DISKUSSION
„Infektion“ ist nur eine mögliche Ursache für Rötung, Schwellung, erhöhte Wärme und lokale Schmerzen. Die klassischen Bezeichnungen Rubor, Tumor, Calor und Dolor sind Anzeichen für eine Entzündung, die neben einer „Infektion“ bei vielen anderen Erkrankungen auftreten kann. Ein tragisches Beispiel ist der entzündliche Brustkrebs, der allzu oft als Mastitis missverstanden wird, bis das Ausbleiben einer Reaktion auf die Behandlung schließlich dazu zwingt – oft zu spät -, andere Punkte in der Differentialdiagnose in Betracht zu ziehen.

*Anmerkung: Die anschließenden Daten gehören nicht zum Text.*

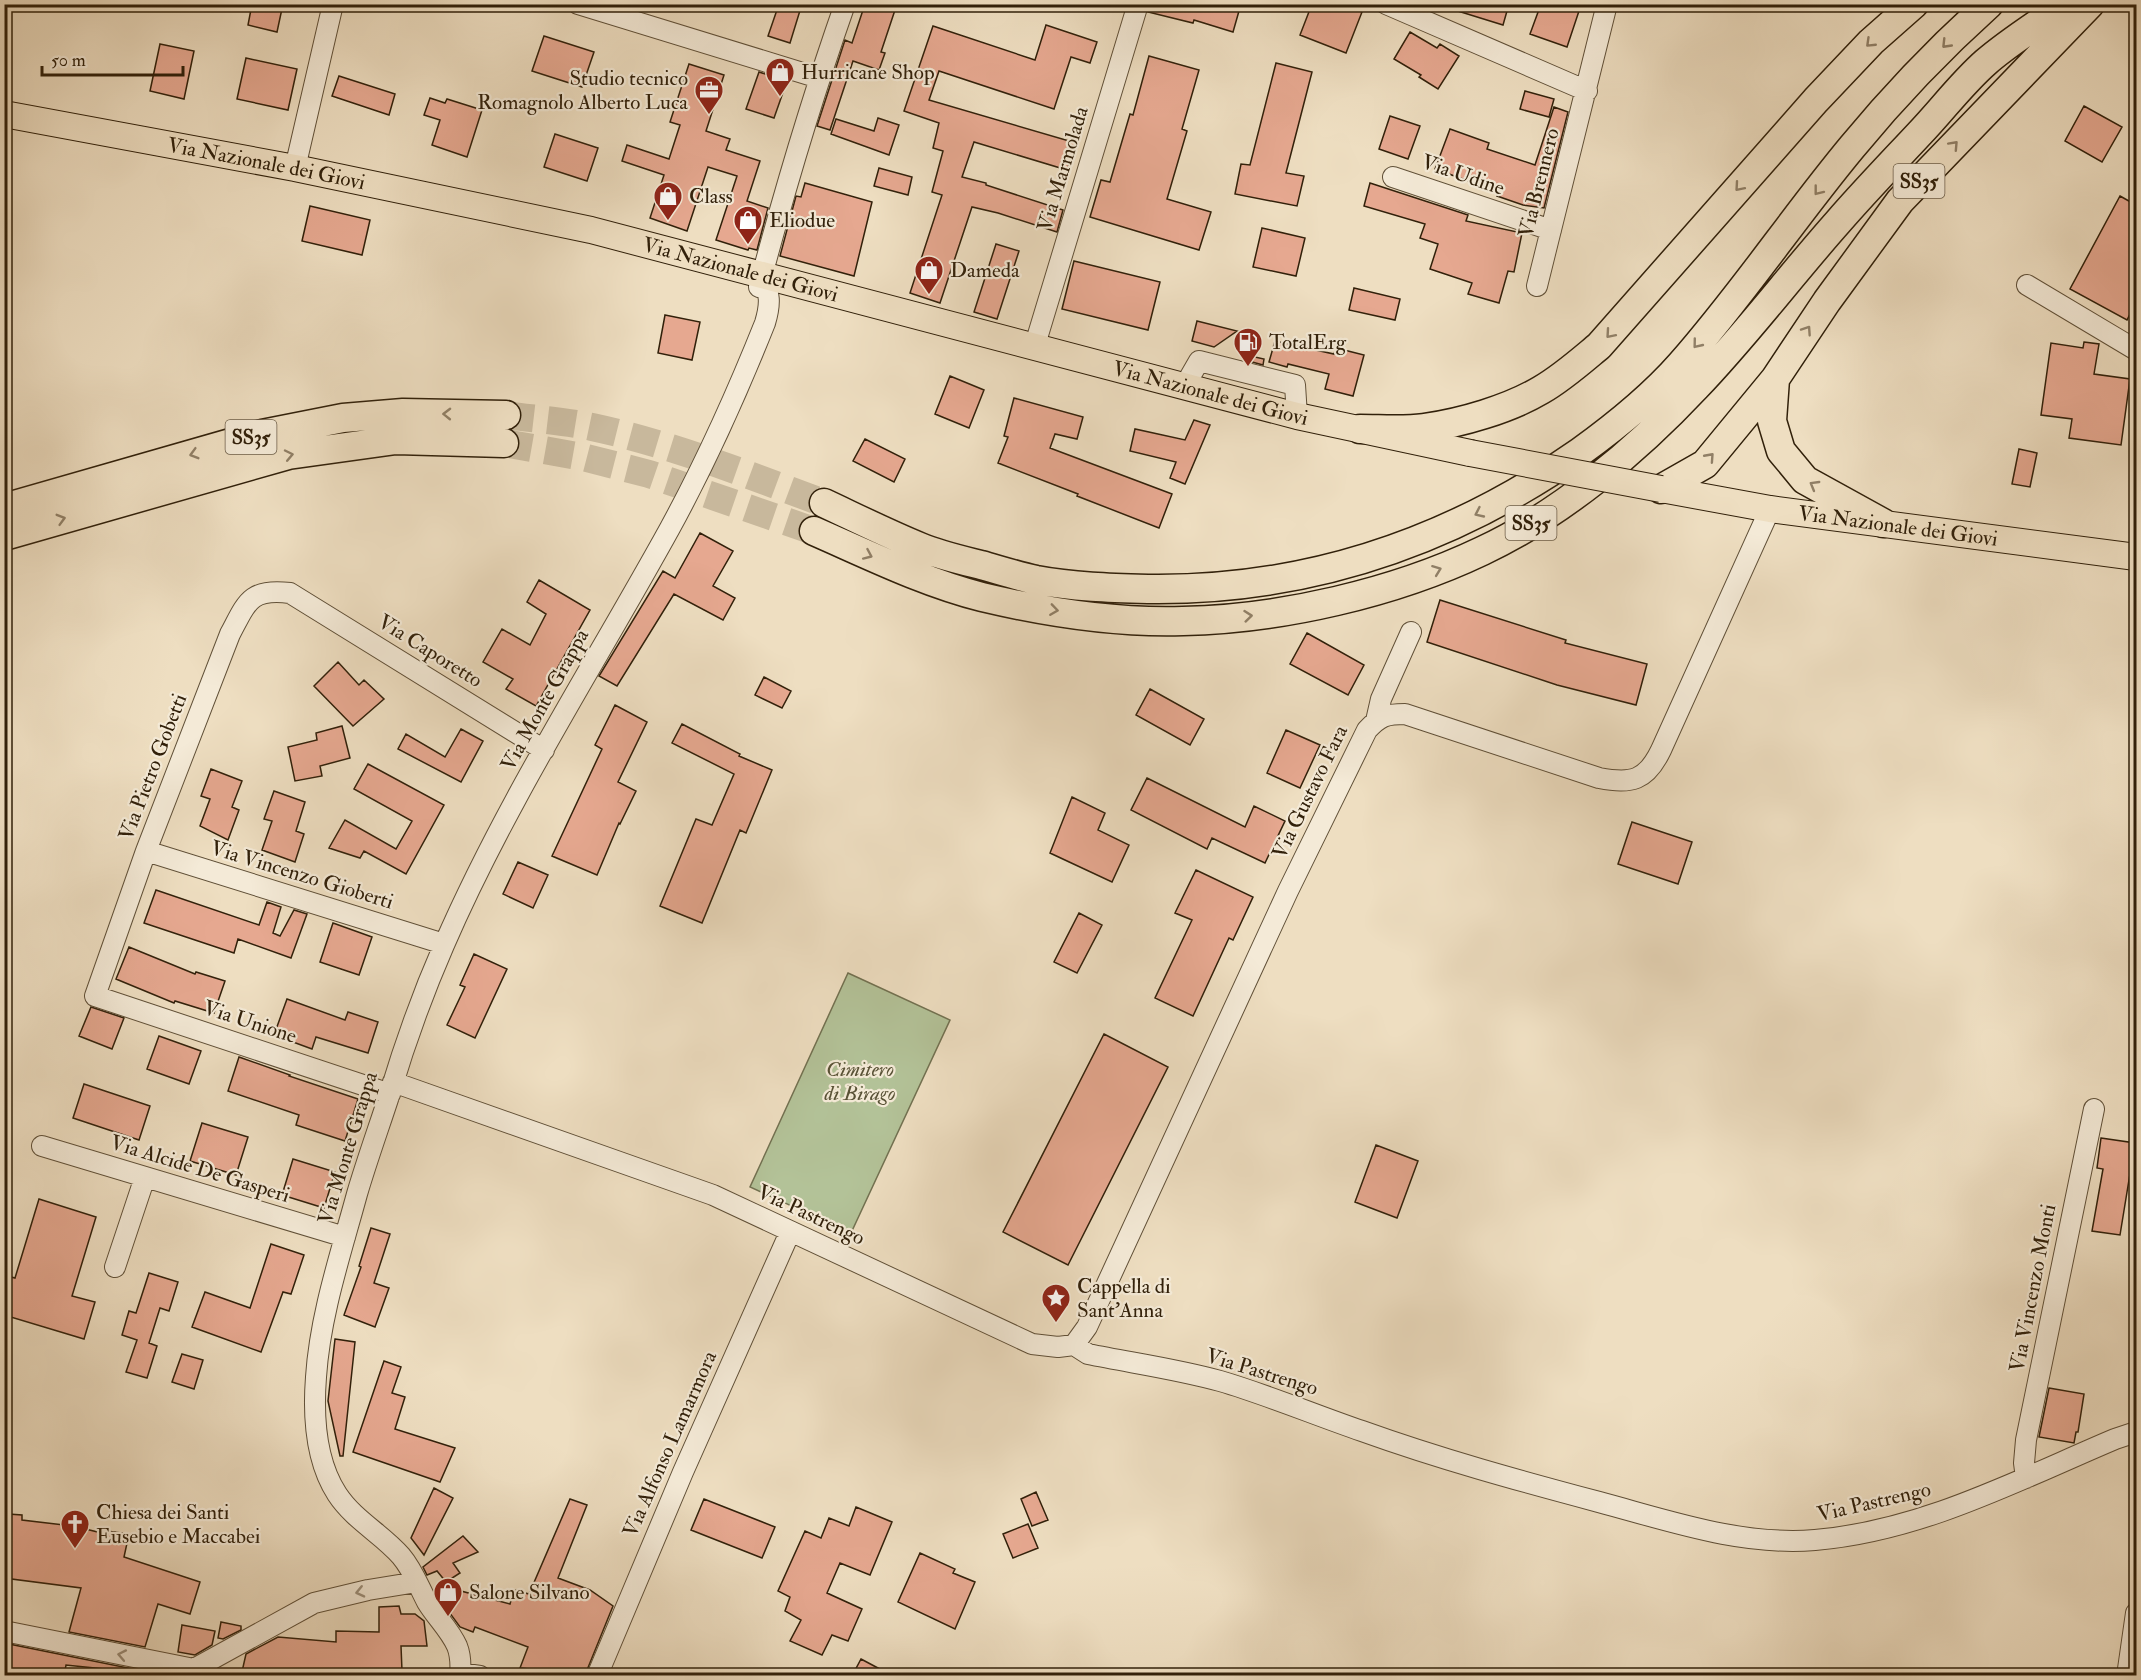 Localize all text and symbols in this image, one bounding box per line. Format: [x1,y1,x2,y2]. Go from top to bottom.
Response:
one-way arrow [1867,36,1878,47]
one-way arrow [1943,37,1954,48]
scale bar [42,39,183,77]
text: 50 m [51,49,86,72]
shop icon: Hurricane Shop [764,56,796,98]
place label: Hurricane Shop [801,59,935,86]
place label: Studio tecnico Romagnolo Alberto Luca [477,65,688,116]
office icon: Studio tecnico Romagnolo Alberto Luca [693,74,725,116]
street label: Via Marmolada [1031,103,1095,235]
street label: Via Brennero [1512,125,1566,241]
street label: Via Nazionale dei Giovi [165,131,368,196]
one-way arrow [1946,141,1957,152]
street label: Via Udine [1418,148,1508,202]
road number: SS35 [1894,164,1944,198]
shop icon: Class [652,180,684,222]
one-way arrow [1735,181,1746,191]
place label: Class [689,183,733,210]
one-way arrow [1815,184,1826,195]
shop icon: Eliodue [732,204,764,246]
place label: Eliodue [769,207,835,234]
street label: Via Nazionale dei Giovi [640,231,842,308]
shop icon: Dameda [913,254,945,296]
place label: Dameda [950,257,1020,284]
fuel station icon: TotalErg [1232,326,1264,368]
one-way arrow [1800,326,1811,337]
one-way arrow [1606,327,1617,337]
place label: TotalErg [1269,329,1347,356]
one-way arrow [1694,337,1705,348]
street label: Via Nazionale dei Giovi [1110,355,1311,432]
one-way arrow [443,408,452,420]
road number: SS35 [226,420,276,454]
one-way arrow [189,447,200,459]
one-way arrow [283,449,293,462]
one-way arrow [1703,453,1714,464]
one-way arrow [1810,480,1820,492]
street label: Via Nazionale dei Giovi [1797,499,2000,552]
one-way arrow [1474,506,1485,518]
road number: SS35 [1506,506,1556,540]
one-way arrow [55,514,66,526]
one-way arrow [861,547,872,559]
one-way arrow [1431,565,1442,578]
one-way arrow [1049,603,1058,616]
street label: Via Caporetto [373,608,487,694]
one-way arrow [1243,610,1252,623]
street label: Via Monte Grappa [495,624,595,776]
street label: Via Pietro Gobetti [113,689,194,844]
street label: Via Gustavo Fara [1266,720,1354,863]
street label: Via Vincenzo Gioberti [207,834,397,916]
street label: Via Unione [200,994,300,1050]
park label: Cimitero di Birago [824,1056,895,1107]
street label: Via Monte Grappa [312,1068,384,1228]
street label: Via Alcide De Gasperi [107,1129,293,1209]
street label: Via Pastrengo [753,1178,869,1252]
street label: Via Vincenzo Monti [2003,1201,2063,1374]
place label: Cappella di Sant'Anna [1077,1273,1171,1324]
place icon: Cappella di Sant'Anna [1040,1282,1072,1324]
street label: Via Pastrengo [1203,1342,1321,1402]
street label: Via Alfonso Lamarmora [617,1346,723,1541]
street label: Via Pastrengo [1815,1476,1933,1528]
place label: Chiesa dei Santi Eusebio e Maccabei [96,1499,261,1550]
church icon: Chiesa dei Santi Eusebio e Maccabei [59,1508,91,1550]
shop icon: Salone Silvano [432,1576,464,1618]
place label: Salone Silvano [469,1579,590,1606]
one-way arrow [355,1585,365,1598]
one-way arrow [117,1649,127,1662]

Ein weit weniger dramatisches Beispiel ist der beschriebene Fall, in dem ein einfacher Nietnagel unvollständig entfernt wird, wobei ein Nagelsplitter zurückbleibt, der sich dann beim Herauswachsen in die perionychiale Haut gräbt. Dadurch wird ein Heilungsprozess in Gang gesetzt, der nicht zu Ende geführt werden kann, weil das Gewebe jedes Mal, wenn der Finger auf die Computertastatur trifft, erneut verletzt wird. Dies führt nicht nur dazu, dass die Wunde in einer bestimmten Phase der Heilung (Angioneogenese) stecken bleibt, sondern verhindert auch den Abschluss des Prozesses. Die Reaktion des Gewebes ist das, was wir bei diesem Patienten sehen und was fälschlicherweise als „Infektion“ bezeichnet wird.
Dies ist im Grunde der gleiche Prozess, den wir bei eingewachsenen Zehennägeln beobachten, abgesehen von der unglücklichen Tatsache, dass wir aufrecht stehen, den Zeh mit einem Schuh zusammendrücken und darauf laufen – was alles den Schmerz, die Rötung und die Schwellung stark vergrößert. Mehr als bei den Fingern neigen wir bei den Zehen auch zur Bildung eines Knöpfchens aus granuliertem Gewebe an der Stelle. Dies ist das Ergebnis einer anhaltenden, unangemessenen Angioneogenese. Dieses Gewebe, das manchmal auch als pyogenes Granulom (oder sklerosierendes Hämangiom) bezeichnet wird, ist ziemlich brüchig und blutet bei jeder Art von Trauma reichlich.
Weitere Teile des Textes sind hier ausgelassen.